The 2026 AFC U-23 Asian Cup final (نهائي كأس آسيا تحت 23 عامًا 2026) was a football match that took place on 24 January 2026 at Prince Abdullah Al-Faisal Sports City Stadium in Jeddah, Saudi Arabia, to determine the winners of the 2026 AFC U-23 Asian Cup. The match was contested by China and the defending champions Japan, the winners of the semi-finals.

Japan won the final 4–0 to win their second consecutive title, and third overall in their participation history.

==Route to the final==

===China===
China entered the tournament as the best runners-up during qualification. At the draw, they were placed in Group D along with Iraq, Australia and Thailand. With China's all previous appearances being eliminated in the group stage, the team was, however, surprisingly undefeated in the group stage of this edition, with one win against Australia by Peng Xiao's only goal, and two goalless draws against Iraq and Thailand, finishing the group as the runners-up.

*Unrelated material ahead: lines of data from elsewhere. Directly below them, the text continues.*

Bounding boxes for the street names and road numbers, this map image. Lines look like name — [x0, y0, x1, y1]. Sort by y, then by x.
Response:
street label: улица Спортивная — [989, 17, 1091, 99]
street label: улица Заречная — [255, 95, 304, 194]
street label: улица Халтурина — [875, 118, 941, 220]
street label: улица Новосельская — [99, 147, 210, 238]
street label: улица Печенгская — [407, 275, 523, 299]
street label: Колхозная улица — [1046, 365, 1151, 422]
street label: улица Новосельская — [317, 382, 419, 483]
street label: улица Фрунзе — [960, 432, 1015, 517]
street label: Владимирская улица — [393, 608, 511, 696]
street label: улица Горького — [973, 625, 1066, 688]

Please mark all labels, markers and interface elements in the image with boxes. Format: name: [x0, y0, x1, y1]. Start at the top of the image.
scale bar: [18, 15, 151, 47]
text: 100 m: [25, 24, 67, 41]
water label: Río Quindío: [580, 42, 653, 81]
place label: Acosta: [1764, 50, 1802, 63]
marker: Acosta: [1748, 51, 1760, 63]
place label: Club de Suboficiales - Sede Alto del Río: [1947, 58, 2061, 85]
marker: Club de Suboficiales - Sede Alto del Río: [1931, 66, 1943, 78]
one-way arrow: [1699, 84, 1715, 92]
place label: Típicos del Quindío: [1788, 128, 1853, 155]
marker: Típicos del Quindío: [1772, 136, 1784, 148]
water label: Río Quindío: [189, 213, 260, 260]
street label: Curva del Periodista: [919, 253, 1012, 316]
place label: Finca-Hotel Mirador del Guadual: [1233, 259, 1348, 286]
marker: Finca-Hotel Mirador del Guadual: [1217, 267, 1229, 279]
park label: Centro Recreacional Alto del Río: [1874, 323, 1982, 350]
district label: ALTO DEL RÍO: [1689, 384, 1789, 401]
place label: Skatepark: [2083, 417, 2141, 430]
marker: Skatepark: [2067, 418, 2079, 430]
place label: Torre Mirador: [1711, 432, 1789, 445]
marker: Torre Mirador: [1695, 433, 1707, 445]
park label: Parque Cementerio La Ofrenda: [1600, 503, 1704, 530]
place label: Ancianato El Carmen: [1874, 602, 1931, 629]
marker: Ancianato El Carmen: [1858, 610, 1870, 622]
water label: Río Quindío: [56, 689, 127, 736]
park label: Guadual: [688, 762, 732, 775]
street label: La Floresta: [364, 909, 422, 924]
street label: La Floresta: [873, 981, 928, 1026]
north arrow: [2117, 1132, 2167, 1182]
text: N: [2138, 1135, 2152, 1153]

China's quarter-final match was against Uzbekistan, past champions and two-time defending runners-up. Both teams did not manage to score any goals in 120 minutes, and the match went into penalty shoot-out. The first five kicks were converted with China leading 3–2 before Bekhruz Karimov and Yang Haoyu missed, with Li Hao then saving Dilshod Abdullaev’s attempt to set up Wang Bohao to score the winning penalty to take the East Asians to the semi-final for the first time in the history. China also became the first team scoring just one goal to reach the semi-finals. Facing 2018 runners-up Vietnam in the semi-final, in contrast to their previous matches, China showed a powerful attacking play against the Southeast Asian team. Keeping clean sheet and scoring three goals by Peng Xiao, Xiang Yuwang, and Wang Yudong, the East Asian side went on to reach the final for the first time in the tournament history. This appearance also marked the first time since the 2004 AFC U-17 Championship, had a Chinese representative reach a continental final.

===Japan===
Japan participated in the tournament as the Group B winners in their qualification. Drawn in Group B with three West Asian teams, Qatar, the United Arab Emirates and Syria, the defending champions dominated their group with three wins, scoring ten goals and conceding none. Japan also became the first team advanced to the quarter-finals in the tournament after just two matches.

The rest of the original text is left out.